I WAS pleased to have several readers tell me they enjoyed reading my piece about the heavy horse stallions and the routes they followed in days gone by. Some of you told me it brought back memories.
It becomes more difficult to come up with anything new about the stallions and the men who travelled them. But I do remember one story and I don't recall writing about it before.
This is a true story about a stallion or entire traveller we will call Tommy and it was told to me many years later by a member of his family.
Tommy was both a knowledgeable and fearless horsemen. He had a great love for his charges but, as you may expect, he required them to behave themselves and you may be sure they knew better than to play him up.
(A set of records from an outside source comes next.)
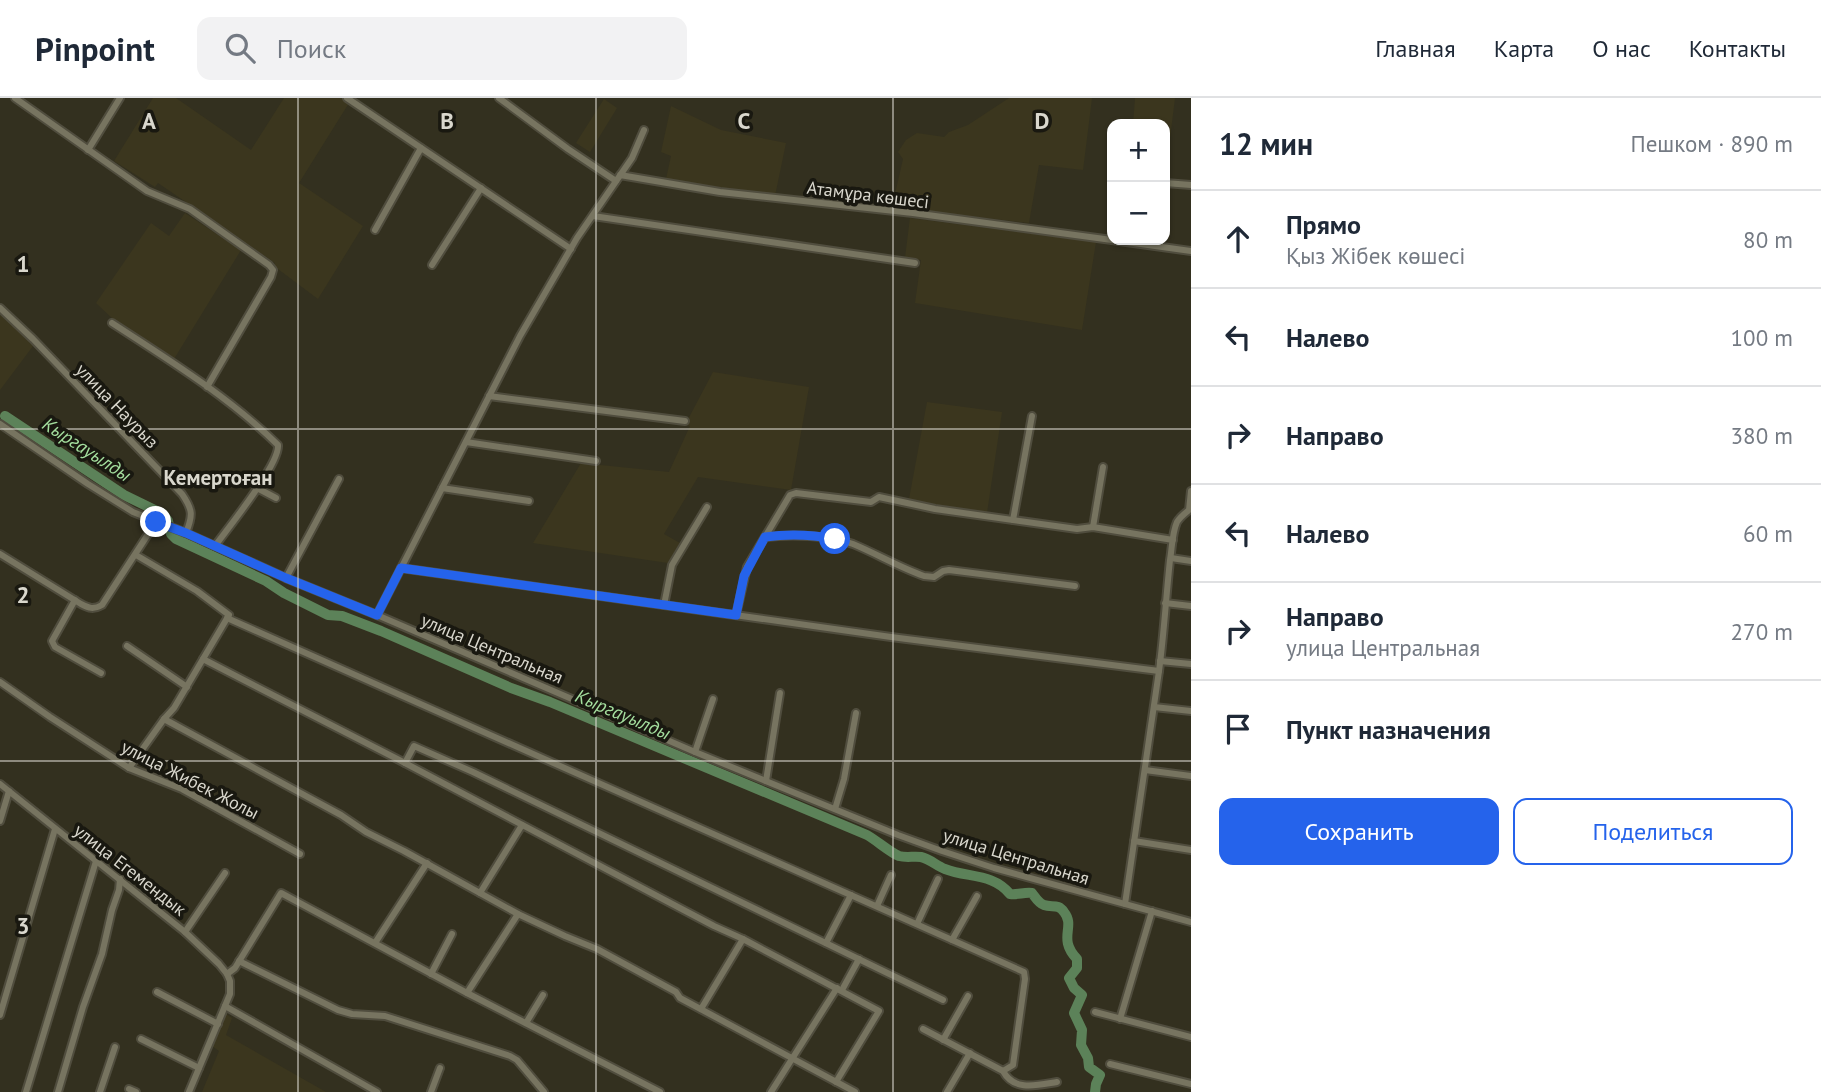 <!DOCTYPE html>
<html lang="ru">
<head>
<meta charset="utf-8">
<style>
	body { margin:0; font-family:"PT Sans",sans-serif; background:#f2f2f3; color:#1f2937 }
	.controls { position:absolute; right:21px; top:21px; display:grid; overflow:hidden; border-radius:14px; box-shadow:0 2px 5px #0004 }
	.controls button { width:63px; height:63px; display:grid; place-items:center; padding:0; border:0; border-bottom:2px solid #e0e1e3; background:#fff; color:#1f2937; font:35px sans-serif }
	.stop { position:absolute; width:21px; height:21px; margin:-16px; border:5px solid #2563eb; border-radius:50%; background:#fff }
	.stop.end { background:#2563eb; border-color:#fff; box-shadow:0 2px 7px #0008 }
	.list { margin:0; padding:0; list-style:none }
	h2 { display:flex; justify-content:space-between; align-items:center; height:91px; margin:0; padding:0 28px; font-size:30px }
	h2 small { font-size:23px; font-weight:400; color:#747a83 }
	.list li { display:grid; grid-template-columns:46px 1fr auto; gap:21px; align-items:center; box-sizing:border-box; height:98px; padding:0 28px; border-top:2px solid #e0e1e3 }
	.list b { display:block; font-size:26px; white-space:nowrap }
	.list p { margin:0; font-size:23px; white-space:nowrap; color:#747a83 }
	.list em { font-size:23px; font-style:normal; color:#747a83 }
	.actions { display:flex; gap:14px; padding:21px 28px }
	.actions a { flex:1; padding:16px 0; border:2px solid #2563eb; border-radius:14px; text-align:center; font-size:24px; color:#2563eb }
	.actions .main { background:#2563eb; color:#fff }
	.icon { flex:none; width:38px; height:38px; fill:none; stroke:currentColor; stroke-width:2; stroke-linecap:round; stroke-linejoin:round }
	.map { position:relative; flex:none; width:1191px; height:994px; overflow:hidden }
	header { display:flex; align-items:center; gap:42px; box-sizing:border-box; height:98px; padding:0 35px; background:#fff; border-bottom:2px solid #e0e1e3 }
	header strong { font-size:33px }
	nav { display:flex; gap:38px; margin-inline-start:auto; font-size:24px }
	.search { width:490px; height:63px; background:#f2f2f3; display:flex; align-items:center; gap:18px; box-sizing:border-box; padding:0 24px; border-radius:14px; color:#747a83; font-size:26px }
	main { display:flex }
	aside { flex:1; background:#fff }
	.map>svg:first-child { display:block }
	.built { fill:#3b361e }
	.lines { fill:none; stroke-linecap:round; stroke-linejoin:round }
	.river { stroke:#5c8259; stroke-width:10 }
	.minor-casing { stroke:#504d3e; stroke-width:10 }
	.minor { stroke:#777460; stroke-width:6 }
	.route { stroke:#2563eb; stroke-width:9 }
	.grid { fill:none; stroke:#d9d7cd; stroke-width:2; stroke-opacity:0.55 }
	.labels { text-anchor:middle; stroke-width:7; stroke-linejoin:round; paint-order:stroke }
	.street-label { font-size:18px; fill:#d9d7cd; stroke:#191810 }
	.water-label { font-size:19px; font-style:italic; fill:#a4de9e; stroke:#191810 }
	.quarter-label { font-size:21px; font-weight:bold; fill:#d9d7cd; stroke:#191810 }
	.grid-label { font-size:23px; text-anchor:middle; font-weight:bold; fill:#d9d7cd; stroke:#191810; stroke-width:7; stroke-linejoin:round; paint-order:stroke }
</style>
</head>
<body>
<header>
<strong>Pinpoint</strong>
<div class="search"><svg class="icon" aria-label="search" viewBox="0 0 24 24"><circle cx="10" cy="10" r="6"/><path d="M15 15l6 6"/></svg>Поиск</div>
<nav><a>Главная</a><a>Карта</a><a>О нас</a><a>Контакты</a></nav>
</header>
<main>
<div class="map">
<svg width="1191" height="994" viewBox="0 0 1191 994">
	<rect width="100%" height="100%" fill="#33301f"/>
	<g class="built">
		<polygon points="153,0 176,0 251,52 284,0 342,0 349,5 299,85 363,128 318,201 274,168 275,165 158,85 155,89 114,63"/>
		<polygon points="1009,0 1092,0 1083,72 1039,67 1029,125 892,109 903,61 898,54 906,42 917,35 944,39 949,34 968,27"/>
		<polygon points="1135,0 1175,0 1165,80 1165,26 1133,26"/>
		<polygon points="604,1 617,10 590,54 576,45"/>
		<polygon points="671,8 721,32 786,45 775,98 666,81 671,58 661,54"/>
		<polygon points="185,115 241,152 174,261 113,221 96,205 151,125 169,138"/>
		<polygon points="910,120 1096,144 1082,232 915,205 921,162 905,160"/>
		<polygon points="1,216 33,248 0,292 0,217"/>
		<polygon points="713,274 809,289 791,392 698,379 664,436 680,445 668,465 533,445 581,365 669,374 690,328 685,327"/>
		<polygon points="927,304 1002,314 987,415 939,408 909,401"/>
		<polygon points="226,916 232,920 226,937 326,994 202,994 219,953 212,948"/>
	</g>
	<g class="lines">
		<path class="river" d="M 5,318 L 124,397 L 163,416 L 168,423 L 171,436 L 176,441 L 266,483 L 284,495 L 328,517 L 342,518 L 381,533 L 511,590 L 550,604 L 867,737 C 876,742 891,755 899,758 C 906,760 914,758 921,759 C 930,761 937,768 945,771 C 968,780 993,775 1010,796 C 1018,797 1024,794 1032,795 C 1036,800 1038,805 1044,807 C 1052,810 1058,805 1064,814 C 1076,829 1057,840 1077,861 L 1077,870 L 1069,880 L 1074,890 L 1082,897 L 1074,915 L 1082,932 L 1081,947 L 1088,960 L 1089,969 L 1100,977 L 1096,986 L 1095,994"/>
		<defs>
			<g id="minor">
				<polyline points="15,0 147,93 190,111 269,167 273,172 271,179 207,289"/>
				<polyline points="347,0 571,151"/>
				<polyline points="499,0 568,51 616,83"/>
				<polyline points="88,52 120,0"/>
				<polyline points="620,77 720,94 913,115 1112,142"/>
				<polyline points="1165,85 1191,87"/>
				<polyline points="593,118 915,165"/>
				<polyline points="375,132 421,50"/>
				<polyline points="1112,142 1191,153"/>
				<polyline points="432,167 481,90"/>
				<path d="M 0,210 L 33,241 L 182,396 C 193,412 193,417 186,435"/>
				<path d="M 112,225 C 169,262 229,299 278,347 C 280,366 228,430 215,448"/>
				<polyline points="489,298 685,323"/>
				<polyline points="0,326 88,386 133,414 186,435 286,480 377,517 695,654 898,737 942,753 994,770 1191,824"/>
				<polyline points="466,344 596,363"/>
				<polyline points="257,390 276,400"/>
				<polyline points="442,390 529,403"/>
				<polyline points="1013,422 1032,318"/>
				<polyline points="1093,429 1103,369"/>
				<path d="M 765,439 C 791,436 829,437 853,446 C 877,456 899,469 924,478 L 934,479 L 943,473 L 949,472 L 1075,488"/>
				<path d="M 0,456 L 81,506 C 89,510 93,512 102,507 L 156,424"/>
				<polyline points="1171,460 1191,463"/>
				<polyline points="401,470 891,539 1159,573"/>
				<polyline points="286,480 339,381"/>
				<polyline points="75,502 52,543 55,549 101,575"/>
				<polyline points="1165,505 1191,508"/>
				<polyline points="664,507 672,467 707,409"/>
				<polyline points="377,517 520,238 577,140 632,60 644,32"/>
				<polyline points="736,517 747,469 790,397 796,395 871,404 879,399 935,411 1077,431 1093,429 1173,442"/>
				<polyline points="227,520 1024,874 1025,881 1013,967 1003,973"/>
				<polyline points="127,548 187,589"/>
				<polyline points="203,561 405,665 714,828 743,841 879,913 836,984"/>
				<polyline points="1160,563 1191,566"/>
				<polyline points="0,584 50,619 129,670 182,691 300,756"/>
				<polyline points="1154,609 1191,613"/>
				<polyline points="164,621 341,717 366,734 404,753 518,816 565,838 597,851 676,894 680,900 855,994"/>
				<polyline points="695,654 713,601"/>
				<polyline points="405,665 414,648 473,674 943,902"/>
				<polyline points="129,670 164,621 174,610 229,517 197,493 136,457"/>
				<polyline points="1145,672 1191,678"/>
				<polyline points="766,683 780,595"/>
				<polyline points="0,686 185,834 219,866 227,876 230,883 230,896 189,994"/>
				<polyline points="835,711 844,681 856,615"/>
				<polyline points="0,723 9,693"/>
				<polyline points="1134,743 1191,752"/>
				<polyline points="480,795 522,727"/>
				<path d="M 1125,806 L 1159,573 C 1164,536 1166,499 1170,462 C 1172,451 1172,435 1177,424 C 1180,419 1184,416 1189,412 L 1191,393"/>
				<polyline points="877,808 891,777"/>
				<polyline points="917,826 938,781"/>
				<polyline points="185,834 225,775"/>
				<polyline points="952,842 977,798"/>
				<polyline points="375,845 427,765"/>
				<polyline points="826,845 851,797"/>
				<polyline points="239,863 338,912 352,916 385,918 510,958 517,962 544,994"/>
				<polyline points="227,876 235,870 281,795 467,895 660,994"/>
				<polyline points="431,876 452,836"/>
				<polyline points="842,892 859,861"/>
				<polyline points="157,894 218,926"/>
				<polyline points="467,895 518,816"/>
				<polyline points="225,908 377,994"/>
				<polyline points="701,911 743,841"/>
				<polyline points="1095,914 1191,939"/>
				<polyline points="0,917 55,731"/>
				<polyline points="1120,921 1152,813"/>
				<polyline points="526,925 543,897"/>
				<path d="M 923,931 L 1003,973 C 1014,994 1038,987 1057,984"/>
				<polyline points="141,941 199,970"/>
				<polyline points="943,942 968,898"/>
				<polyline points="1110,966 1191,986"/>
				<polyline points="129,991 136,994"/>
				<polyline points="26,994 96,763"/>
				<polyline points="58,994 83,909 102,856 112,812 119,792 120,781"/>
				<polyline points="100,994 115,949"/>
				<polyline points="431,994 440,970"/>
				<polyline points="771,994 837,890"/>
				<polyline points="947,994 970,955"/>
			</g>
		</defs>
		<use href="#minor" class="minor-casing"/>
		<use href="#minor" class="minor"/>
	</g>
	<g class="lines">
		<path class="route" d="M 156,424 L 186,435 L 286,480 L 377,517 L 401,470 L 736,517 L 744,478 L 765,439 C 787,436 814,437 835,441"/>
	</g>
	<path class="grid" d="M 298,0 L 298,994M 596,0 L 596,994M 893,0 L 893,994M 0,331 L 1191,331M 0,663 L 1191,663"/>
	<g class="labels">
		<g class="street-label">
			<text transform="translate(868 97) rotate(7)" y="6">Атамұра көшесі</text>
			<text transform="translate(117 308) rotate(46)" y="6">улица Наурыз</text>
			<text transform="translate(492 551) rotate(23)" y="6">улица Центральная</text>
			<text transform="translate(190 682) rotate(27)" y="6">улица Жибек Жолы</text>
			<text transform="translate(1016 759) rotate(17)" y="6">улица Центральная</text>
			<text transform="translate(130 772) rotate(38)" y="6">улица Егемендык</text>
		</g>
		<g class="water-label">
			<text transform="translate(87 351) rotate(33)" y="7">Кыргауылды</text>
			<text transform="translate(623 616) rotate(23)" y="7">Кыргауылды</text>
		</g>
		<g class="quarter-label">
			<text x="218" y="387">Кемертоған</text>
		</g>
	</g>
	<g class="grid-label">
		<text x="149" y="31">A</text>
		<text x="447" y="31">B</text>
		<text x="744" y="31">C</text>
		<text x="1042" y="31">D</text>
		<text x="23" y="174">1</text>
		<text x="23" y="505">2</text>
		<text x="23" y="836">3</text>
	</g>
</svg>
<div class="controls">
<button>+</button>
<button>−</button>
</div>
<div class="stop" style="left:835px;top:441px"></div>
<div class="stop end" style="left:156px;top:424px"></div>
</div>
<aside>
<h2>12 мин<small>Пешком · 890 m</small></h2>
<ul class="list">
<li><svg class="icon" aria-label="ahead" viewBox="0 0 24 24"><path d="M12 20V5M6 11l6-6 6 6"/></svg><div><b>Прямо</b><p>Қыз Жібек көшесі</p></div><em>80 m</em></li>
<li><svg class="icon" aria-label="left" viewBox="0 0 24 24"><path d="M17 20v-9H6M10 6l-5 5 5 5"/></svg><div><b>Налево</b></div><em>100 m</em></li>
<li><svg class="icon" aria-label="right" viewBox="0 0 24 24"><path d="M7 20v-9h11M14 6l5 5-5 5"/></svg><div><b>Направо</b></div><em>380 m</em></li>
<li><svg class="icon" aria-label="left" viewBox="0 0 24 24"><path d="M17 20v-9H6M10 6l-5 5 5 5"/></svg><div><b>Налево</b></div><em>60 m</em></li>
<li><svg class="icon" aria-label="right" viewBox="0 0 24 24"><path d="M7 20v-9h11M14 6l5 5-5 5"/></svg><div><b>Направо</b><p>улица Центральная</p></div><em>270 m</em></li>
<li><svg class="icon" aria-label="arrive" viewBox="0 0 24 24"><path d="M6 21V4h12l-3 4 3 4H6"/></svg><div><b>Пункт назначения</b></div></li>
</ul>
<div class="actions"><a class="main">Сохранить</a><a>Поделиться</a></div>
</aside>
</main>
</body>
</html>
They could soon tell by the tone of his voice if he was displeased with them.
Tommy wasn't very tall but he was sturdy and lish'. Incidentally, owners tended to employ horsemen or grooms who were on the short side as that made their charges look so much bigger and farmers always liked to see a big stallion.
A bachelor, Tommy travelled entires in North Lancashire for well over 20 years, and here comes the story
As he travelled the lanes on a Monday morning with his newly-rested horse, impatient to be off, Tommy kept his eye open for the washing lines as, of course, Monday was washing day.
He kept his eyes rolling for a line of newly-washed clothes that was close to the hedge and as soon as he spied some socks on a line he would reach over and take them, but if he couldn't reach them he would clamber over the hedge to get them. As soon as he had collared a likely pair of socks he would quickly slip off his boots then, taking off his socks, he would pop them on the line in place of the ones he had removed, quickly put on the clean pair, then his boots and be off on his way. Everyone knew what happened but nobody minded too much, saying "he's a good sort is Tommy". And that has to be the most novel way that I have ever heard of to ensure a clean change of socks each week.
Something that was not unheard of but was certainly most unusual was putting your stallions to work outside the breeding season. Tommy, however, was quite famous for working his entires out of season. He broke them to work in chains but didn't approve of putting them between shafts as he believed it tended to make them "flighty" and as he would say: "Thems flightly enough as it is".
He could be seen regularly ploughing and harrowing with a fine pair of stallions. "Hardens 'em up no end", Tommy would say.
Dialect word: Hind, meaning manager or foreman-manager.
Thought for the day: She: "Someone's taken a pair of towels off the line". He: "Which ones?" She: "the ones we brought back from the hotel on our last holiday".